(Records excerpted from a collection)
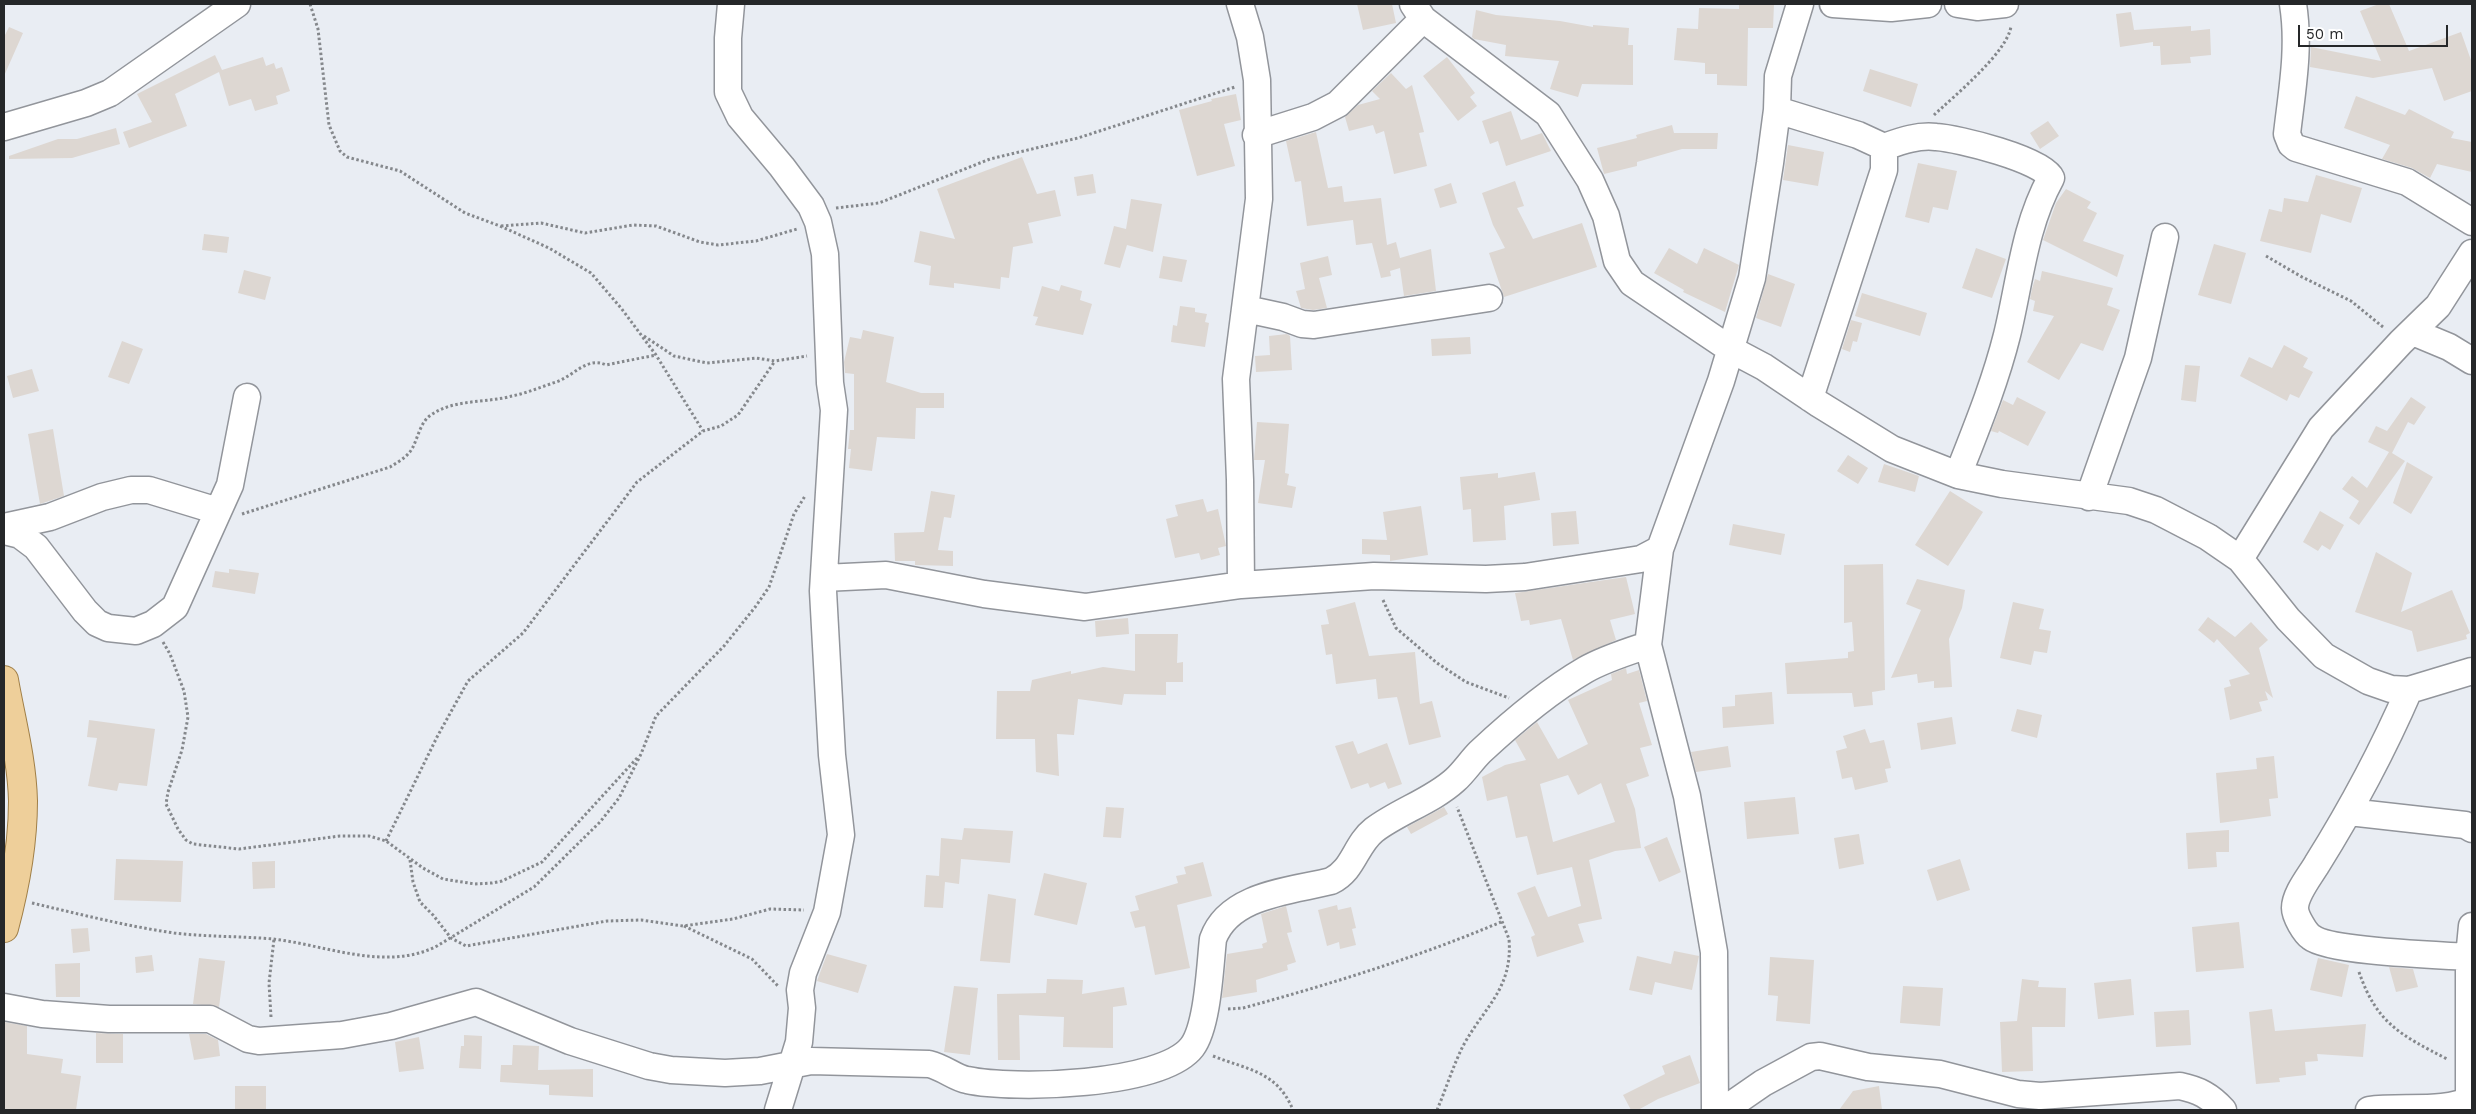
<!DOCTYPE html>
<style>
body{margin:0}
#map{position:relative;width:2476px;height:1114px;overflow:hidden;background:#e9edf3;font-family:"Work Sans",sans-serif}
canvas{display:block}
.frame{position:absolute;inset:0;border:5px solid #252729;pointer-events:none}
.scale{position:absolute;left:2298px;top:25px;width:150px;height:22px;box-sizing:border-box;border:2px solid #252729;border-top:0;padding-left:6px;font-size:15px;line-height:18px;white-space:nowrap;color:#252729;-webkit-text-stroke:4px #fff;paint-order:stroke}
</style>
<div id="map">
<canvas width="2476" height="1114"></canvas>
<div class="frame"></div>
<div class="scale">50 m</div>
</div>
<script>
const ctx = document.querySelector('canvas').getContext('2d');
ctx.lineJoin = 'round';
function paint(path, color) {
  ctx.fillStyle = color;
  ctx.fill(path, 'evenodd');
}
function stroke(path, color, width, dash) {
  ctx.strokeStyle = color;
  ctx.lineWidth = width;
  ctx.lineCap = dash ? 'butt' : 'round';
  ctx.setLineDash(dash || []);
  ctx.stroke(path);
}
paint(new Path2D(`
 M1357,4h35l4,19 -33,7z
 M1739,4h35l-1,24h-25l-1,58 -30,-1v-11h-12v-11l-31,-3 3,-32 21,1 1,-21 40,1z
 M2379,4h10l20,47 52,-19 11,31v28l-28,10 -12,-33 -59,10 -63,-11 1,-20 70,14 -21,-50z
 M1476,10l20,5 64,6 33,6v-2l36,3 -1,17h5v40l-51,-1 -4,13 -28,-8 9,-28 -54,-5 1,-11 -32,-6 -2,-2z
 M2131,12l3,18 57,-4v5l19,-2 1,26 -21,2 1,6 -30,2 -1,-19h-7v-4l-33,5 -4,-33z
 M9,27l14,6 -19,43v-39z
 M215,55l7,15 41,-13 3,9 8,-3 2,6 6,-2 8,24 -14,5 2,8 -23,7 -4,-12 -22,7 -10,-34 -44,22 12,32 -58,22 -6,-16 29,-10 -15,-28z
 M1447,57l28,36 -5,4 7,9 -19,15 -35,-45z
 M1870,69l48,15 -7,23 -48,-16z
 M1391,73l15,16 6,-4 12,47 -5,1 8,33 -33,8 -10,-43 -8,3 -3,-9 -24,6 -4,-14 13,-12 22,-6 -8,-8z
 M1236,94l5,26 -17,4 11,42 -38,10 -18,-66 33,-9 -1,-2z
 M2356,96l49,19 4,-6 45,23 -3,6 21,4v30l-35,-8 -7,14 -18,-10 -30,-9 8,-14 -46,-17z
 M1511,111l10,29 21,-7 9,18 -45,15 -8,-25 -8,3 -8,-23z
 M2048,121l11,15 -19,13 -10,-16z
 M1672,125l2,8h44l-1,16h-35l-45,13v4l-33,8 -7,-26 40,-10 -1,-3z
 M116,128l4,16 -48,14 -63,1v-3l49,-17h19z
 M1316,132l12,56 14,-2 2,16 37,-4 6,47 9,-3 4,16 31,-9 5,42 -32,5 -4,-28 -10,3 1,5 -10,2 -9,-35 -16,2 -3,-25 -46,6 -6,-45 -6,1 -9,-41z
 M1788,145l36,7 -6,34 -35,-6z
 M1022,157l15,37 18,-4 6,26 -33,7 5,20 -20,4 -4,31 -8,-1 -1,12 -46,-6v5l-25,-3 2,-19 -17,-4 6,-31 35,8 -18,-50z
 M1918,163l39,8 -9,39 -15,-3 -4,16 -24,-6z
 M1093,174l3,19 -19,3 -3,-19z
 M2316,175l46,13 -11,35 -30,-9 -10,39 -51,-12 9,-32 13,3 2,-14 24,4z
 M1515,181l9,25 -7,2 16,31 49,-16 15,44 -93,30 -15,-44 16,-5 -12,-23 -11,-32z
 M1451,183l6,20 -17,5 -6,-19z
 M2066,189l25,13 -4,6 10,5 -14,28 41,14 -7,22 -74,-37 13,-37z
 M1131,199l31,5 -9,48 -26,-7 -7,23 -16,-4 10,-38 12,3z
 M204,234l25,3 -2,16 -25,-3z
 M2214,244l32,9 -15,51 -33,-9z
 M1669,248l28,16 7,-16 35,17 -14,47 -42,-20 1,-2 -30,-17z
 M1976,248l30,11 -14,39 -30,-10z
 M1163,256l24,4 -5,22 -23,-4z
 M1328,256l4,19 -13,3 8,30 -14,2 -12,-2 -5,-17 9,-2 -5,-26z
 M244,270l27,7 -6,23 -27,-7z
 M2042,271l71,17 -6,17 13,5 -17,41 -22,-8 -22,37 -32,-18 27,-46 -21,-5 2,-10 -5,-2 2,-10 3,-10 5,2z
 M1768,274l27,10 -14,43 -25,-9z
 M1061,285l21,6 -2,9 12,4 -9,31 -48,-10 3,-8 -5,-1 9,-30 17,5z
 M1862,293l65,20 -7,23 -65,-20z
 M1180,306l15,2v4l12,2 -2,8 4,1 -4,24 -34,-5 2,-17 4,1z
 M1851,320l11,3 -5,19 -4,-1 -3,11 -8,-3z
 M863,330l31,7 -8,45 35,11h23v15h-28l-1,31 -38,-2 -5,34 -23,-3 2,-19h-3l2,-19h4v-56l-9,-1 -1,-11 6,-25 11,2z
 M1287,334l3,2 2,34 -36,2 -1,-16 15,-1 -1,-19z
 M1470,337l1,17 -39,2 -1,-17z
 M122,341l21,8 -14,35 -21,-7z
 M2284,345l24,13 -5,9 10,5 -14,26 -9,-4 -3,7 -47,-25 9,-19 23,11z
 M2185,365l15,1 -4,36 -15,-2z
 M32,369l7,22 -26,7 -6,-22z
 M2017,397l29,15 -18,34 -29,-15 -1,2 -7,-2 12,-31 10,5z
 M2411,397l15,10 -12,18 -6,-3 -16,31 13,8 -46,64 -10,-7 10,-17 -17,-12 10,-13 15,12 22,-36 -21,-10 8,-16 11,5z
 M1257,422l32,2 -4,49 4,1 -2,11 9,2 -4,21 -34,-5 7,-43h-11z
 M53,429l11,67 -24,8 -12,-70z
 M1848,455l20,13 -10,16 -21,-13z
 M2407,462l26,15 -22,37 -18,-11z
 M1884,464l35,12 -4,16 -37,-10z
 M1535,472l5,28 -36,6 2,34 -33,2 -2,-33 -8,1 -3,-33 38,-4v5z
 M931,491l24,4 -4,23 -7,-1 -6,33 15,1v15l-38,-1v-4h-20l-1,-28 30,-1z
 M1950,491l33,21 -35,54 -33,-21z
 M1203,499l4,13 11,-3 8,37 -8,2 2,7 -19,5 -2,-7 -24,5 -9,-39 12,-3 -3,-11z
 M1421,506l7,49 -38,6v-6l-28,-1v-15l25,1 -4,-28z
 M1576,511l3,33 -26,2 -2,-33z
 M2320,511l24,14 -14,25 -8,-5 -4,6 -15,-9z
 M1733,524l52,10 -4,21 -52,-10z
 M2376,552l36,21 -11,39 51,-22 18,43 -4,2 1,4 -50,13 -5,-21 -57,-19z
 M1883,564l2,126 -13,2 1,13 -19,2 -2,-14 -65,1 -2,-31 63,-5v-6l6,-1 -2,-29 -8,1v-58z
 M229,569l30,4 -4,21 -43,-7 3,-16 14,2z
 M1626,577l9,37 -25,6 6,20 -43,20 -12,-41 -31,6 -1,-5 -8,1 -6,-28z
 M1917,579l48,11 -3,18 -13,31 3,48 -18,1v-7l-16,2 -1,-9 -26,4 30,-68 -15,-6z
 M1355,602l14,54 46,-4 5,52 12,-3 9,36 -32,8 -12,-48 -19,2 -2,-20 -40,5 -4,-30 -6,1 -5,-30 8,-1 -3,-14z
 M2013,602l31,7 -5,20 12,2 -4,22 -13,-2 -3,14 -31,-7z
 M2208,617l27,20 16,-15 17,18 -9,8 14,50 -8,-7 3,9 -9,2 3,9 -32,9 -6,-32 7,-2 -2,-6 21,-6 -33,-35 -3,4 -16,-13z
 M1128,618l1,16 -33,3 -1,-16z
 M1135,634h43l-1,29 6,-1v20h-17v13l-42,-1 -2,11 -44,-6 -4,36 -17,-1 2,42 -23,-4 -1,-33h-39l1,-48h33l2,-11 39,-9v3l32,-7 32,4z
 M1626,668l1,6 12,-4 8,31 -8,2 13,42 -12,3 9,28 -23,8 9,25 6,39 -26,3 -26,9 13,59 -24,5 6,18 -47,15 -6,-20 4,-2 -18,-42 18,-7 13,31 33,-11 -9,-39 -35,8 -10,-39 -11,2 -9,-42 -20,5 -5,-24 23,-12 21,-5 -11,-20 22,-18 21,37 30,-15 -20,-44 44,-20 -1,-6zM1568,775l10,20 23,-12 14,39 -62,20 -13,-58z
 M1772,692l2,32 -51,4 -1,-21 13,-1v-11z
 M2017,709l25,6 -5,23 -26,-7z
 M1952,717l4,27 -35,6 -4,-27z
 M89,720l66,9 -8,57 -28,-3 -2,8 -29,-5 9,-48 -10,-1z
 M1865,729l5,14 14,-3 7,28 -6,1 3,13 -33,8 -3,-13 -10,2 -6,-28 11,-3 -4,-12z
 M1353,741l5,13 29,-11 15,41 -14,5 -3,-7 -15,6 -2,-5 -17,6 -16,-43z
 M1728,746l3,21 -35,5 -5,-20z
 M2274,756l4,42 -9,1 2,17 -51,7 -4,-50 41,-4 -1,-11z
 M1795,797l4,37 -52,5 -3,-37z
 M1106,807l18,1 -3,30 -18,-1z
 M1444,807l4,7 -37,20 -4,-7z
 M964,828l49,3 -3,32 -49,-4 -2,25 -14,-2 -2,26 -19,-1 2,-32 13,1 2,-38 21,2z
 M2229,830v22h-13l1,15 -29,2 -2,-36z
 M1859,834l5,30 -25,5 -5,-31z
 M1667,837l14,35 -22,10 -15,-35z
 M116,859l67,2 -2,41 -67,-2z
 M1960,859l10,31 -33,11 -10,-31z
 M275,861v27l-22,1 -1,-27z
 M1203,862l9,34 -35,9 13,63 -35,7 -10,-49 -10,2 -5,-16 9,-2 -4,-14 43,-13 -2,-7 10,-2 -2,-7z
 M1044,873l43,10 -10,42 -43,-10z
 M988,894l28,5 -6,64 -30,-2z
 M1337,905l1,5 13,-3 5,21 -4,1 4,16 -16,4 -1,-7 -12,4 -9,-36z
 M1286,906l6,26 -5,1 9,29 -9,3 1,5 -32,10 1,12 -35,6 5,-44 36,-6 -1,-4 5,-2 -6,-28z
 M2239,922l5,46 -48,4 -4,-45z
 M88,928l2,23 -17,2 -2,-24z
 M1674,951l25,5 -7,34 -37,-8 -3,13 -23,-5 8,-34 34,8z
 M827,954l40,11 -9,28 -41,-12z
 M152,955l2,16 -18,2 -1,-16z
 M1770,957l44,3 -4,64 -34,-3 2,-25 -10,-1z
 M199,958l26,3 -6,46 -26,-3z
 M2318,958l31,7 -7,32 -32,-7z
 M80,963v34h-24l-1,-33z
 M2389,967l24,2 5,18 -22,5z
 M1047,979l36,1 -1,14 42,-7 3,18 -14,2v41l-50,-1 1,-30 -45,-2 1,45h-22l-1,-66 49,-1z
 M2022,979l17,2 -1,6 28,1 -1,39h-33l1,44 -31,1 -2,-50 17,-1z
 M2131,979l3,36 -36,4 -4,-36z
 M954,986l24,2 -8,67 -26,-3z
 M1903,986l40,2 -3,38 -40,-3z
 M2272,1009l3,22 91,-7 -3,33 -46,-3 1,7 -13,1 1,13 -27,3 1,4 -24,2 -7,-72z
 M2189,1010l2,35 -35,2 -2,-35z
 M4,1022l23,4v28l36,5 -2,14 20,3 -5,34h-72z
 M96,1033l27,1v29h-27z
 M189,1034h17l12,6 2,16 -26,4z
 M464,1035l18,1 -1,33 -22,-1 2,-22h3z
 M419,1037l5,32 -25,3 -4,-30z
 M513,1045l26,1 -1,24 55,-1v28l-44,-2v-10l-49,-3 1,-17h11z
 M1690,1055l10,28 -42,16 -20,11h-7l-8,-15 42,-21 -3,-8z
 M235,1086h31v24h-31z
 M1879,1086l3,24h-43l14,-19z`), '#ddd7d2');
const minor = new Path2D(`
 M731,4l-3,34v54l12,25 42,50 29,39 7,16 7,32 5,129 4,27 -11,181 9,164 9,80 -14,77 -24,61 -3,17 2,18 -3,34 -21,68
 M1240,4l10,33 7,43 2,119 -23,180 4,101 1,105
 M1413,4l10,15 125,95 42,66 16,36 11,45 15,22 98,66 34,18 55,37 73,45 66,26 44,9 127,17 27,9 52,27 32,22 48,60 36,37 44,25 23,8 18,1 63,-19
 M1833,4l58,4 37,-4
 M1958,4l19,3 28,-3
 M2293,4c7,44 -1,86 -6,130l4,10 5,4 111,34 65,40
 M1777,110l81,25 26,12v23l-74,228
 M4,127l82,-24 24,-10 127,-89
 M1256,135l57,-18 25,-13 85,-85
 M1884,147c17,-6 33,-12 52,-10 21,1 108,23 115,41 -27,49 -31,104 -44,157 -12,48 -31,94 -49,140
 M1246,309l37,8 19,7 12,1 175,-27
 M2413,332l36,15 23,14
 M2089,497l49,-139 27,-121
 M4,527l46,-10 52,-20 29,-7h18l69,21
 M4,531l16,4 16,12 49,64 12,12 11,5 28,3 17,-7 22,-17 55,-122 17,-88
 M2240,559l81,-131 80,-86 37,-36 34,-53
 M824,578l62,-3 98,19 101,13 156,-22 133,-9 112,3 39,-2 116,-18 19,-10
 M2409,690c-26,60 -57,118 -92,174 -7,12 -22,30 -22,44 0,8 10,25 16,29 19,15 129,18 158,20
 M2349,812l116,13 7,4
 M4,1007l38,7 67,5h101l38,20 11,2 83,-6 49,-9 85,-24 94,39 79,25 22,4 54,3 35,-2 51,-10 118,3c16,4 26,14 38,16 46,10 195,6 225,-33 16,-21 18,-82 21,-108 16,-45 79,-48 118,-58 23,-11 24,-36 43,-51 25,-19 58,-29 81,-50 9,-8 16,-19 25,-28 30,-28 69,-61 105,-82 19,-11 42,-18 63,-25
 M2469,1101v-144l3,-31
 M1715,1110l-1,-158 -27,-156 -39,-151 12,-96 61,-168 31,-103 18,-115 7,-53 1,-34 22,-72
 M1724,1110l39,-27 48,-26 9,-1 48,11 72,7 78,20 22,2 140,-10c19,4 30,10 43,24
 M2369,1110c32,-5 77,4 103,-12`);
const major = new Path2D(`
 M4,680c7,40 18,80 19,121 0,42 -8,86 -19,127`);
stroke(minor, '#92959b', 29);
stroke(major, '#a07f47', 30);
stroke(new Path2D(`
 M310,4l8,25 11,96 11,26 7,6 53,14 65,42 35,13 49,22 42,25 30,35 35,47 47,76
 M1934,115c19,-18 74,-63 77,-89
 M836,208l43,-5 111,-44 88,-21 157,-51
 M501,226l40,-3 44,10 48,-8 23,1 44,16 18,3 38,-4 41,-12
 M2266,256l36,21 49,24 32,26
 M644,336l30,20 33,7 49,-5 19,3 32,-5
 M242,514l148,-47c8,-5 18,-10 23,-20 5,-10 8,-26 18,-32 22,-16 56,-12 81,-19 15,-3 29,-9 44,-14 18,-6 31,-26 50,-17l50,-10
 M1383,600l13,28 41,35 29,19 43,16
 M163,642l7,12 14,37 4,26 -6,33 -14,42 -2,12 12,25 8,11 7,4 46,5 101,-13h29l17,5 37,27 20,11 32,5 17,-1 10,-2 40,-19 96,-105
 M386,841l51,-104 31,-56 55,-48 114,-151 66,-51 18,-5 17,-11 37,-54
 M410,860l3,22 7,20 13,13 18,23 15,8 141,-25 34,-1 42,6 50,-7 37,-10 34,1
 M32,903c47,11 94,23 142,30 33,4 66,3 99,6 53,6 113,33 164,7l97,-59 66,-65 19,-24 22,-44 15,-38 68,-70 32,-40 13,-19 25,-73 11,-18
 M684,926l68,33 26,27
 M2359,972c18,52 42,63 88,87
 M1228,1009l15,-1c88,-24 175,-51 258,-86
 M271,1017l-2,-34 5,-44
 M1213,1056c35,14 64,15 80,54
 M1437,1110c9,-21 16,-44 26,-64 21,-39 50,-57 46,-107l-52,-132`), '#85888c', 3, [2.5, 2.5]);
stroke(minor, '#fff', 26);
stroke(major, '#eecf9a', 28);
</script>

**Problem description:** Show every line in the records above that contains the word "function".

**Response to this exercise:**
function paint(path, color) {
function stroke(path, color, width, dash) {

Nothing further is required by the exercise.